# HP circuit board traces - My 1st post



## Anonymous (Apr 21, 2008)

I have some vintage hp circuit boards (1960-70's) that have either gold or gold plated traces on both sides. My goal is to figure out if these boards are worth the effort of refining or selling as gold scrap.

I don't have any experience with gold refining or chemicals (if there is a level below novice, that would be me). I'm mostly an electronics guy.

I think this forum is great and I have found ALOT of interesting stuff but I'm overwhelmed by the plethora of information. So to my questions...

1. I need to figure out what these traces are made out of gold or gold plate. I've scratched the surface and what's below is definetly NOT seem to be copper. Is there a kit or set of chemicals I could use to figure out what these traces are made of? 

2. Once I determine what the traces are made out of, assuming they are plated, how do I measure the plating thickness? If they are solid gold traces, I assume I could just scrape them off and put them on a scale to get a rough idea of the amount pm I'm dealing with, is that reasonable?

3. If I decide to sell these boards as scrap, what is the best way to prep the boards and what is the best way to communicate to potential buyers what I have? I want to be as honest as straightforward as I can and get a fair price.

If someone could point this newbie in the right direction, I'd greatly appreciate it.

-Flavio


----------



## Platdigger (Apr 21, 2008)

The traces are plated.

This stuff should sell like wild fire on ebay.
Randy


----------



## Roxx (Apr 21, 2008)

Well I personally have never done this....I am just getting into it too. However there are a series of posts about this question. Just do a search for circuit board yeilds. From what I read I gather the boards your are talking about are old PCI and Motherboards with gold circuits pressed into the silicone. These are gold plated and from what I remember it would take several hundred pounds of circuit boards to produce 1 ounce of pure gold. But do a search to find out for sure.

-roxx


----------



## Scott2357 (Apr 21, 2008)

Most likely only gold plated on exposed areas after solder mask was applied. Scrape off some solder mask (the green stuff) on a large trace and see if it's gold layer then copper or just copper.


----------



## Anonymous (Apr 21, 2008)

The are not computer boards they are from milspec equipment. The traces are very wide, old style (not that ultra-thin stuff you get now-a-days) and the gold/goldplated traces are the full length of the trace. 

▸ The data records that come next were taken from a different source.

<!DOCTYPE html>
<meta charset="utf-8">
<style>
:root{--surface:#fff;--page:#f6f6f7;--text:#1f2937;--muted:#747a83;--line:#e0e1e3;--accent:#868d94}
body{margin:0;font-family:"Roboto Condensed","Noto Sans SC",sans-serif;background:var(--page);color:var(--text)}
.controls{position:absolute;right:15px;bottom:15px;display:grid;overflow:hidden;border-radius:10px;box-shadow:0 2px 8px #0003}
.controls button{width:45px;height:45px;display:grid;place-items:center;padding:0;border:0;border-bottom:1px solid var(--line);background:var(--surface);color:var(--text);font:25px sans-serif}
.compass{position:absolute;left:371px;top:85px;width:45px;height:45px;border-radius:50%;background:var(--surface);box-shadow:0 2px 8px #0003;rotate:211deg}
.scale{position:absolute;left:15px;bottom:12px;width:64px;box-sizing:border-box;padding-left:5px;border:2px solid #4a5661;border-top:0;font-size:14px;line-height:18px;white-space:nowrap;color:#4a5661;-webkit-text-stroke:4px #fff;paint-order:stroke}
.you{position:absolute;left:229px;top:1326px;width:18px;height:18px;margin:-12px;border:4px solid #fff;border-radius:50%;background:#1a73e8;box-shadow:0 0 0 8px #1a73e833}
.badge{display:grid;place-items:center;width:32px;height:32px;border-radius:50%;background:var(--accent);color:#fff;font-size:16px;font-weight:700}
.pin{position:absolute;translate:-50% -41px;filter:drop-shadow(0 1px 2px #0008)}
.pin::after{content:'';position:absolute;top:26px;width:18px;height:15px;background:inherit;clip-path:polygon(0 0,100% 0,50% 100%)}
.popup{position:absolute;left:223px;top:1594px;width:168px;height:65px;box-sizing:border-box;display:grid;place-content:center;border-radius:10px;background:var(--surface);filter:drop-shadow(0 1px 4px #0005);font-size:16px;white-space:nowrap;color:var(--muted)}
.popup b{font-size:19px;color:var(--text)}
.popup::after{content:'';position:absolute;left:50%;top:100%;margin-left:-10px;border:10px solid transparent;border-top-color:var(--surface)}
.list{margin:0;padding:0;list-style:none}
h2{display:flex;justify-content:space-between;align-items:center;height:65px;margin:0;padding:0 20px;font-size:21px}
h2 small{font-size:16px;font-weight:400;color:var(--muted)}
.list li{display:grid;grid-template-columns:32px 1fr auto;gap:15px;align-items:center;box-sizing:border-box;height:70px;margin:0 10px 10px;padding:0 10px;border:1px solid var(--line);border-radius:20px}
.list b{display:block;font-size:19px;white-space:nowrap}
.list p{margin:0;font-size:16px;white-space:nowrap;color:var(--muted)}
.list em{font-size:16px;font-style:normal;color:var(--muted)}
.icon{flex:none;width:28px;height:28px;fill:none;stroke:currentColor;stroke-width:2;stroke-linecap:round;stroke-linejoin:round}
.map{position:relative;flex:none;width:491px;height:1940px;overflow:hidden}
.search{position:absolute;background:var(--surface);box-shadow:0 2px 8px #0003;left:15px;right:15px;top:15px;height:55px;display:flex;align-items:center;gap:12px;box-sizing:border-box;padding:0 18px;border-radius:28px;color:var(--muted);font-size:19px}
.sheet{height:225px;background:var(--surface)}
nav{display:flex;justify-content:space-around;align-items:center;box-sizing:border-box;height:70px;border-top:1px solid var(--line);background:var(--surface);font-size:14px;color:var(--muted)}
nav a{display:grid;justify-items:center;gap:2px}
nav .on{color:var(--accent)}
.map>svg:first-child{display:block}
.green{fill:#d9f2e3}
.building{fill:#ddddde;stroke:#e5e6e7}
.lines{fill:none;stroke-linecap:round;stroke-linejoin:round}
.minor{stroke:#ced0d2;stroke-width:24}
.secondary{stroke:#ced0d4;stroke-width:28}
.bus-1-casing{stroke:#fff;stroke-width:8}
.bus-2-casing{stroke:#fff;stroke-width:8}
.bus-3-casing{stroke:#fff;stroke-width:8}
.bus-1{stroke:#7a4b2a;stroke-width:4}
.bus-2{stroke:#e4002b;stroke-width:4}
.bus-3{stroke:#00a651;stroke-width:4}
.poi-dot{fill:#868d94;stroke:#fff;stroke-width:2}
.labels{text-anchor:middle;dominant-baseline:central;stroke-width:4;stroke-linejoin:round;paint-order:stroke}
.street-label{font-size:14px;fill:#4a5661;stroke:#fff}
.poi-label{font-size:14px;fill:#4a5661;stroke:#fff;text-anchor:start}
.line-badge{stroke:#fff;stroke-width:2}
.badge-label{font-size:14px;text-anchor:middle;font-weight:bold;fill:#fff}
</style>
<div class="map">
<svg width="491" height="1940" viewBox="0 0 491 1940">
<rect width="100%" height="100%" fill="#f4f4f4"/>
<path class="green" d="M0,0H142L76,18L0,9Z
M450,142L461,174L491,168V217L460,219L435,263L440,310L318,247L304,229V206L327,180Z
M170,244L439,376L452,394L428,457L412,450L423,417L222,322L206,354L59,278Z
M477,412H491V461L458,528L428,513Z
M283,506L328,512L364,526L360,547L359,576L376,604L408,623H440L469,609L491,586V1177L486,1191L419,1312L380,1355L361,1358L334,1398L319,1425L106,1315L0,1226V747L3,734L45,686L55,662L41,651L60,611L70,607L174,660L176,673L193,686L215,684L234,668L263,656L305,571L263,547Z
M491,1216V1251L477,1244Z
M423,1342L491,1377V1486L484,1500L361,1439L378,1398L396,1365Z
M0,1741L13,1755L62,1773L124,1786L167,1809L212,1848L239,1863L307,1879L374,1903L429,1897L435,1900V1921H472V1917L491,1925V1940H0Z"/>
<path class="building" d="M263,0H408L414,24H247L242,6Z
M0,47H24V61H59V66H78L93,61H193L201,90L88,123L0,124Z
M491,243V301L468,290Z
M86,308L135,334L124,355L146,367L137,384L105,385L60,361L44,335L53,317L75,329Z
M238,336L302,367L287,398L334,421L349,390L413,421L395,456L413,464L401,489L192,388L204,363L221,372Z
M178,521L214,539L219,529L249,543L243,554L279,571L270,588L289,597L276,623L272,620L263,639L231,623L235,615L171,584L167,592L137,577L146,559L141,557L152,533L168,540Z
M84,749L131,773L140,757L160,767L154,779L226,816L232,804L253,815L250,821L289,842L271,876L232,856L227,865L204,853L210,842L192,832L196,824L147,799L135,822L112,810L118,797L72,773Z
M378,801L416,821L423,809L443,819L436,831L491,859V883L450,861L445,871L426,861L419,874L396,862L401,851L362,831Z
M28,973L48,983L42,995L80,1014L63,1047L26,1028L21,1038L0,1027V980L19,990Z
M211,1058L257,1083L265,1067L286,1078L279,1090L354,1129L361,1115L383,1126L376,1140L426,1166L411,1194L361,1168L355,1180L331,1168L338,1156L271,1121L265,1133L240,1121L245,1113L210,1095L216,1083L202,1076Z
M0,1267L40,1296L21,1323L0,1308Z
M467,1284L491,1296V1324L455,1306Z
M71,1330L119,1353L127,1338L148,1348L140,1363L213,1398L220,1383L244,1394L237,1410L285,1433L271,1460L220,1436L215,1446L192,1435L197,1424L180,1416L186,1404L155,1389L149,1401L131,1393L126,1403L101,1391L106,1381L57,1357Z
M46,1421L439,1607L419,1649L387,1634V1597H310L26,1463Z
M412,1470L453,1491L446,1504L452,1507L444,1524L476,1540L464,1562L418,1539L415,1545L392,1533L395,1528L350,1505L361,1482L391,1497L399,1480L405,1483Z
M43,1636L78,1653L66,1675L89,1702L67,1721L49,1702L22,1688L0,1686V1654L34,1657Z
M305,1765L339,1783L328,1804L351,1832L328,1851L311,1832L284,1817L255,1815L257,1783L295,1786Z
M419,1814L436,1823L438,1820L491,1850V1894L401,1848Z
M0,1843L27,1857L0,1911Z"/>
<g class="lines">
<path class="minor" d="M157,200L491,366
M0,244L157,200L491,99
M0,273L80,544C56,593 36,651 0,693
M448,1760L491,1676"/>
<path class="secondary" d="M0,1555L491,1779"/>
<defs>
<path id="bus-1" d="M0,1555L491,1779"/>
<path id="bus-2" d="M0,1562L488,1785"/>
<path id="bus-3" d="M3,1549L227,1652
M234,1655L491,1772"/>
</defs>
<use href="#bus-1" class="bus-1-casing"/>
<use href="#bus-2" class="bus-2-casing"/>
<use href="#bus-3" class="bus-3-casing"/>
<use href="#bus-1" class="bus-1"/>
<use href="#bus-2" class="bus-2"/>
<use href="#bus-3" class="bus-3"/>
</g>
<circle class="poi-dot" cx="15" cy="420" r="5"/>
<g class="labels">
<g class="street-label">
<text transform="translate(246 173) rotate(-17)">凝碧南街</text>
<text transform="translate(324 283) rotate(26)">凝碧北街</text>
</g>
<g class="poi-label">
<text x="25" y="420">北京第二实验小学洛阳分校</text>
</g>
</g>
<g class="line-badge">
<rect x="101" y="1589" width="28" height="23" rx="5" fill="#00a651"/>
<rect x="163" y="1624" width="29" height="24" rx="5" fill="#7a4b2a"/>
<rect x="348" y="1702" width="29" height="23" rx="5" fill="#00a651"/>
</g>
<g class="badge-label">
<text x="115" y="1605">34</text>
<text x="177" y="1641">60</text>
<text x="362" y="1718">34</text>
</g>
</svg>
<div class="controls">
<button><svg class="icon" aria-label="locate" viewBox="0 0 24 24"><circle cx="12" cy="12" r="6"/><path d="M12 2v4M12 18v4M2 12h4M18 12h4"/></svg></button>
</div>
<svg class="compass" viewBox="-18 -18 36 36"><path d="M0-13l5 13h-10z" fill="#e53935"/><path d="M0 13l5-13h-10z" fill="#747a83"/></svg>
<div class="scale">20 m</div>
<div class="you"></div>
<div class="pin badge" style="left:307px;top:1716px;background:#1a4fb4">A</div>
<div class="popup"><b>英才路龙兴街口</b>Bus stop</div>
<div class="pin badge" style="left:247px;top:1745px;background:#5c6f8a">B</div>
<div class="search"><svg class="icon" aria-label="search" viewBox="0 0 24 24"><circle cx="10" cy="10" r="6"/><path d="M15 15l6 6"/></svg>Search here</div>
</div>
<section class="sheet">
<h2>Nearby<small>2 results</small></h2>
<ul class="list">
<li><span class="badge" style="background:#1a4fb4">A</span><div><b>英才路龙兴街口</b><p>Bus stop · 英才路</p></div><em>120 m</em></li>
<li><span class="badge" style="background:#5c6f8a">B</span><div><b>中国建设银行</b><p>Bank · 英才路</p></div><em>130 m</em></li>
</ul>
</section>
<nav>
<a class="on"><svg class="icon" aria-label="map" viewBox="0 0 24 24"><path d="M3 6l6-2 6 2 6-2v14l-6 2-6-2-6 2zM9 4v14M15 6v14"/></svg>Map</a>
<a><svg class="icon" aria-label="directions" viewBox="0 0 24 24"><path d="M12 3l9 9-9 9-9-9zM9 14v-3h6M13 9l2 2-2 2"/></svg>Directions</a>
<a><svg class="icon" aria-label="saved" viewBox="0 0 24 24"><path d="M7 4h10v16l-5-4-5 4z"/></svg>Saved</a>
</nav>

I tried scraping a trace with a razor blade and it take *several *scrapes to cut through.

But I don't know how thick this stuff is. Compared to modern stuff, like the gold plated fingers on pcb and memory that you can scrape through the gold pretty easily, this stuff seem *ALOT* thicker.

Am I asking in the wrong place in this forum?


----------



## Anonymous (Apr 21, 2008)

I think I saw someone had posted a picture of a "nice" stripped HP board somewhere in this forum, but I can no longer find where that picture was.

May that person can give me info.


----------



## Roxx (Apr 21, 2008)

No...you can pretty much get any info you need no matter which forum you post it in...Its still in the afternoon however and to be honest from what I noticed the crowd dosent get talkative around here until after dinner.

-roxx


----------



## Anonymous (Apr 21, 2008)

I've got 100 or so boards, varying sizes and varying trace density.

My main question is "How do I measure (if it's at all possible) the thickness of the plating?"


----------



## Chuck_Revised (Apr 21, 2008)

Welcome to the forum!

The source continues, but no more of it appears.